Business Management and Enterprise (Year 12) - Management (U4)
Purpose of Production Management Systems
Production management systems (PMS) are to processes and sequences involved with transforming factors of production into a final good or service. These systems monitor, control and evaluate the production process, ensuring the efficient allocation of resources.
They set goals regarding production in terms of the right quantity and quality. They aim to meat deadlines as well as help to keep costs as low as possible.
Features of Product Development
A new product tends to be one of two types:
Disruptive innovation – a new, innovative product different to anything else sold on the market
Incremental innovation – a significant upgrade of an existing product, now with new features
The steps in product development vary on a firm-to-firm basis however, there are some common steps:
1. Idea Generation
An individual/group comes up with a new idea.
2. Market research
Can be both primary and secondary
Involves identifying needs and gaps in the market
Analyses production capacity of the business and possible reasons for expansion
Considers the marketing orientation and strategy of the business
3. Product development and testing
Prototypes are built and tested
Cost-benefit analyses are conducted, considering time, cost and possible market price
Test marketing is performed and feedback is considered
Refinement of the marketing mix
4. Feasibility study
Consider legal and financial implications
Ensure there are no breaches of intellectual property
Seek to patent or trademark the product, allowing for commercial exploitation of the idea
5. Launch product
Similar to ‘introduction’ stage of the product life cycle
Assess the distribution channel and supply chain
Consider timing of product launch
Many businesses have begun focusing on quality for the following reasons:
Heightened competition in the market and quality is used to differentiate their business and products from others
Consumer protection laws enforcing quality standards
Advocation from consumer groups
Pressure from public relations
Potential costs of fighting lawsuits due to defective products
There are many benefits of quality management:
Develops brand loyalty
Saves on costs associated with customer complaints and refunds
Less advertising is needed, as the business establishes themselves as a high-quality brand
The business can charge a higher price
Quality control (QC) involves the inspection, testing and sampling of products to assess their quality. It involves the detection of faulty products and taking action during the production process.

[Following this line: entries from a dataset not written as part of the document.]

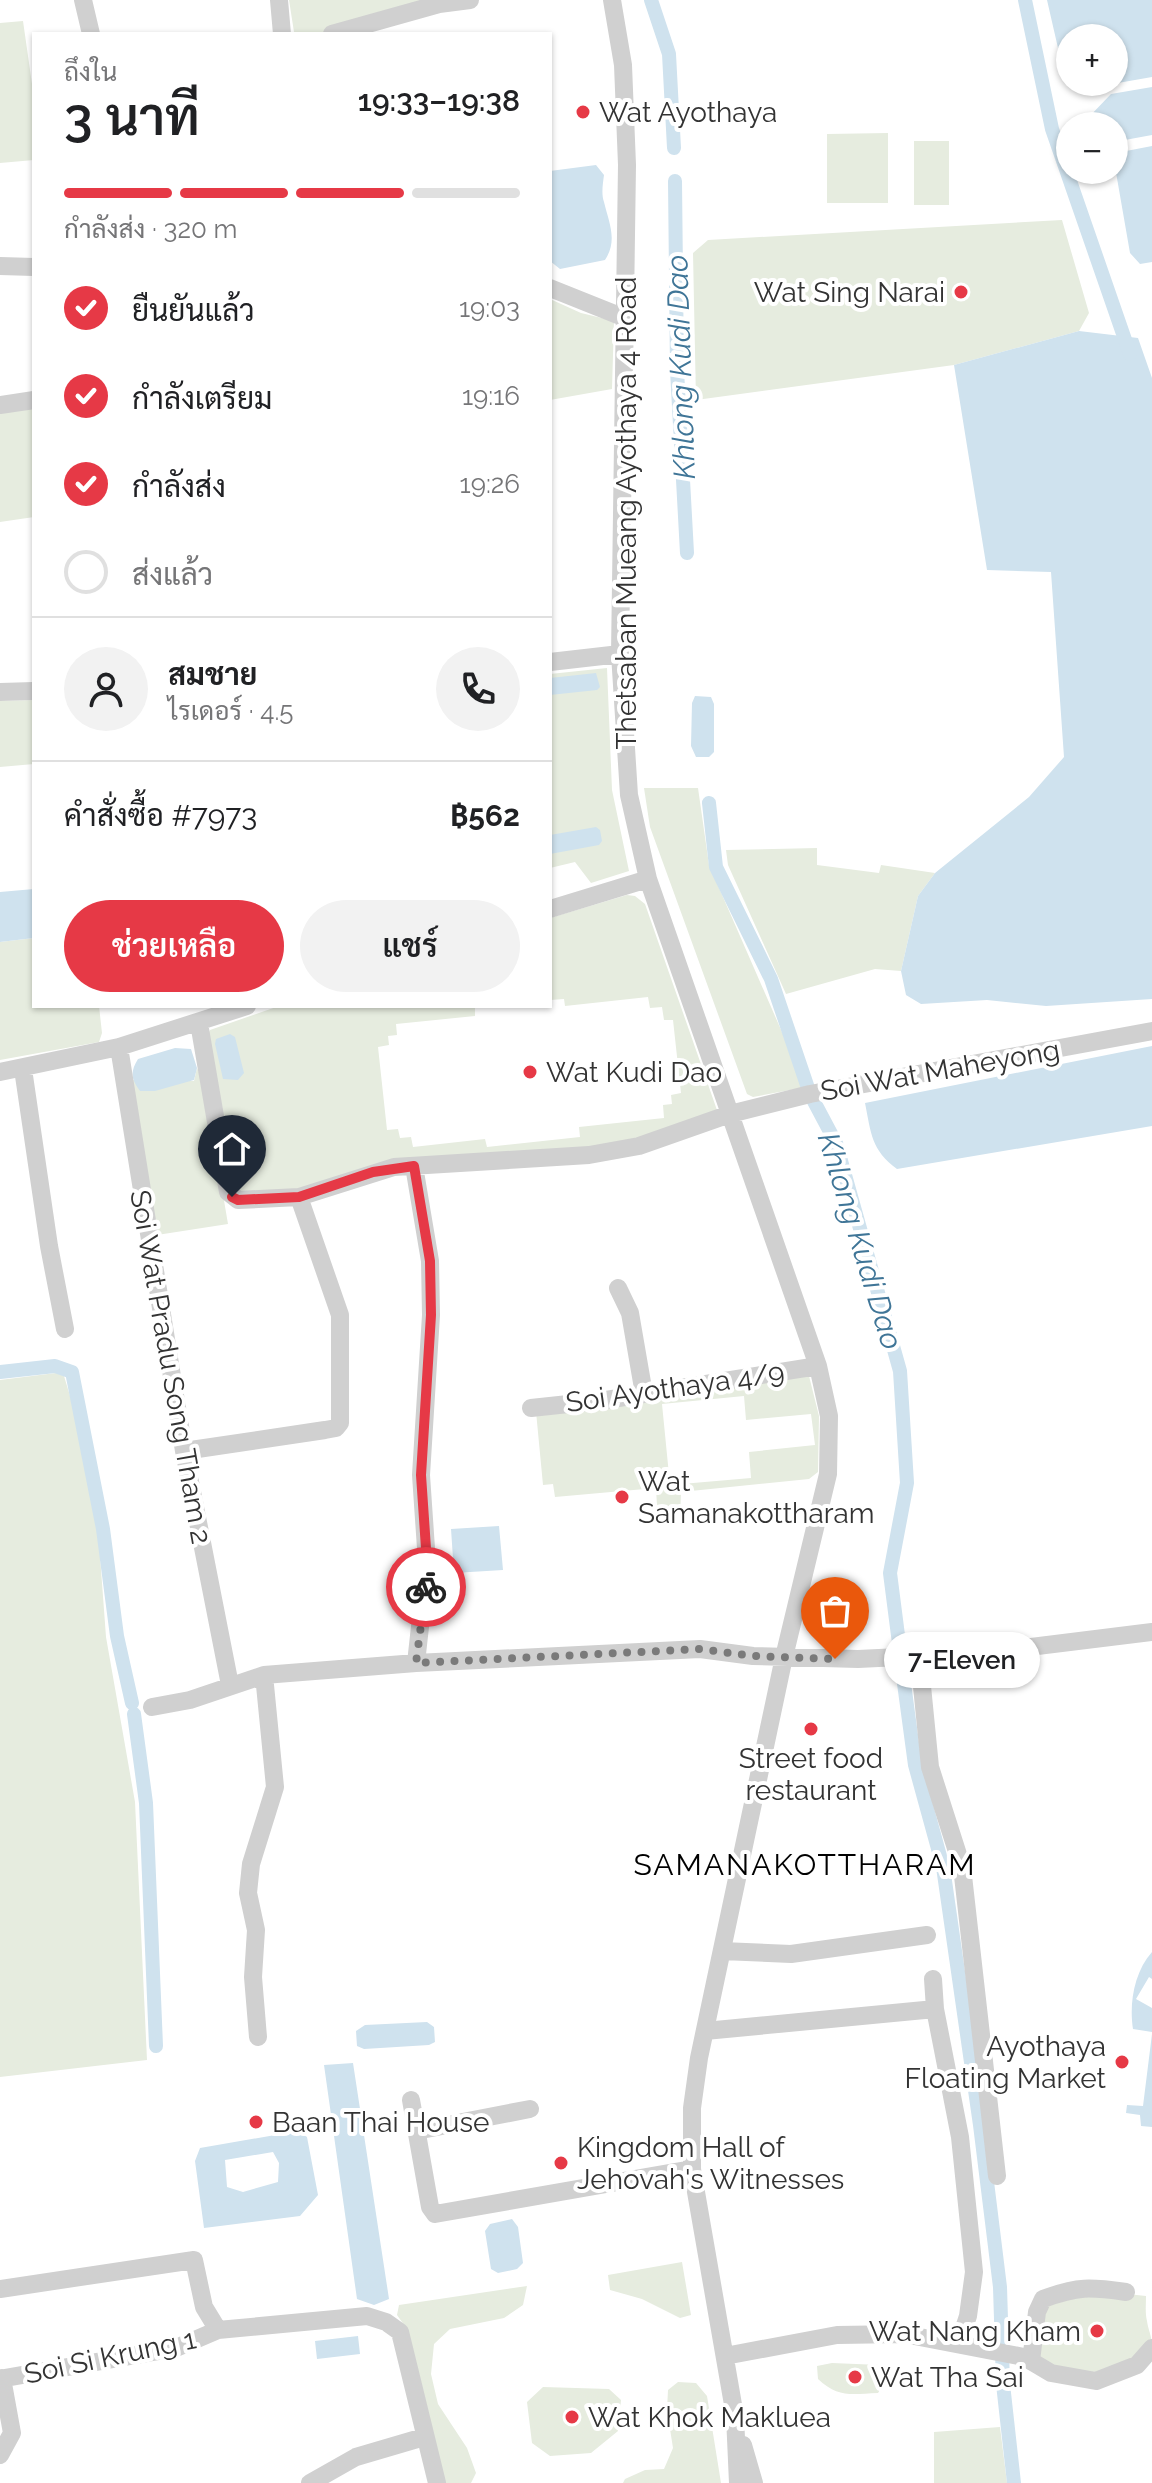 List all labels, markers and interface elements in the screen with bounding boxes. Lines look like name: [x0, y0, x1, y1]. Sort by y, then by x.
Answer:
map controls: [1056, 24, 1128, 184]
button: +: [1056, 24, 1128, 96]
text: ถึงใน: [64, 57, 117, 87]
text: 19:33–19:38: [358, 83, 520, 118]
text: 3 นาที: [64, 86, 200, 147]
place label: Wat Ayothaya: [599, 96, 777, 129]
marker: Wat Ayothaya: [574, 103, 592, 121]
button: −: [1056, 112, 1128, 184]
text: กำลังส่ง · 320 m: [64, 214, 237, 244]
water label: Khlong Kudi Dao: [659, 254, 702, 480]
street label: Thetsaban Mueang Ayothaya 4 Road: [610, 276, 643, 750]
place label: Wat Sing Narai: [754, 276, 945, 309]
marker: Wat Sing Narai: [952, 283, 970, 301]
icon: check: [64, 286, 108, 330]
text: ยืนยันแล้ว: [132, 293, 255, 328]
text: 19:03: [459, 293, 520, 323]
icon: check: [64, 374, 108, 418]
text: กำลังเตรียม: [132, 381, 272, 416]
text: 19:16: [462, 381, 520, 411]
icon: check: [64, 462, 108, 506]
text: กำลังส่ง: [132, 469, 226, 504]
text: 19:26: [460, 469, 520, 499]
text: ส่งแล้ว: [132, 557, 213, 592]
button: person: [64, 647, 148, 731]
button: phone: [436, 647, 520, 731]
text: สมชาย: [168, 657, 257, 692]
text: ไรเดอร์ · 4.5: [168, 696, 293, 726]
text: คำสั่งซื้อ #7973: [64, 798, 257, 833]
text: ฿562: [450, 798, 520, 833]
button: ช่วยเหลือ: [64, 900, 284, 992]
button: แชร์: [300, 900, 520, 992]
street label: Soi Wat Maheyong: [818, 1033, 1062, 1108]
place label: Wat Kudi Dao: [546, 1056, 722, 1089]
marker: Wat Kudi Dao: [521, 1063, 539, 1081]
pin: [198, 1115, 266, 1197]
icon: home: [210, 1127, 254, 1171]
water label: Khlong Kudi Dao: [811, 1128, 910, 1353]
street label: Soi Wat Pradu Song Tham 2: [123, 1188, 218, 1547]
street label: Soi Ayothaya 4/9: [564, 1356, 787, 1419]
place label: Wat Samanakottharam: [638, 1465, 874, 1530]
marker: Wat Samanakottharam: [613, 1488, 631, 1506]
courier: [386, 1547, 466, 1627]
icon: bike: [404, 1565, 448, 1609]
pin: [801, 1577, 869, 1659]
icon: bag: [813, 1589, 857, 1633]
callout: 7-Eleven: [883, 1631, 1039, 1687]
text: 7-Eleven: [908, 1645, 1016, 1675]
marker: Street food restaurant: [802, 1720, 820, 1738]
place label: Street food restaurant: [739, 1742, 883, 1807]
district label: SAMANAKOTTHARAM: [633, 1847, 977, 1882]
place label: Ayothaya Floating Market: [905, 2030, 1107, 2095]
marker: Ayothaya Floating Market: [1113, 2053, 1131, 2071]
place label: Baan Thai House: [272, 2106, 489, 2139]
marker: Baan Thai House: [247, 2113, 265, 2131]
place label: Kingdom Hall of Jehovah's Witnesses: [577, 2131, 844, 2196]
marker: Kingdom Hall of Jehovah's Witnesses: [552, 2154, 570, 2172]
place label: Wat Nang Kham: [869, 2315, 1081, 2348]
street label: Soi Si Krung 1: [21, 2322, 199, 2391]
marker: Wat Nang Kham: [1088, 2322, 1106, 2340]
place label: Wat Tha Sai: [871, 2361, 1024, 2394]
marker: Wat Tha Sai: [846, 2368, 864, 2386]
place label: Wat Khok Makluea: [588, 2401, 831, 2434]
marker: Wat Khok Makluea: [563, 2408, 581, 2426]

Businesses tend to take a sample from a batch of products. They then assess its quality before deciding if it is suitable to be sold. This ensures that products meet the required quality standards before the product reaches the consumers.
Quality assurance (QA) involves activities that are designed to ensure that the processes used by businesses are able to meet their objectives. A product’s quality is compared to consumer expectations or quality standards set by the International Standards Organisation (ISO).
There is an emphasis placed on ‘doing things right the first time’. This can be done by checking and reviewing the production process.
Quality improvement (QI) involves both QC and QA activities and encourages improving quality overall. It entails the effort taken to increase efficiency and achieve additional benefits for the business and its users.
Inventory Control Techniques
There are many costs associated with inventory:
The actual cost of purchasing
Labour costs, like handling and stocking
Just-in-time (JIT) production is when the vendor ships just-in-time for production and assembly, following which the finished goods are given to the consumer.
The steps with JIT are often as follows:
Consumer places order
Materials are called
Production of good
Good is delivered to consumer
There are different benefits to JIT production:
Results in efficient use of space allocation
Lower levels of capital (money) being tied up in inventory
Reduced product damage
Higher quality as error and faults can be identified earlier
There are certain disadvantages to JIT production:
Lost sales when there is higher demand that exceeds capability
Idle production resources
Special orders can be expensive
Small order quantities tend to mean higher prices
Just-in-case (JIC) production is when an organisation has large amounts of inventory ready to go at all times. This strategy is particularly useful when the business has trouble predicting the demand of their goods and the number of sales is highly volatile.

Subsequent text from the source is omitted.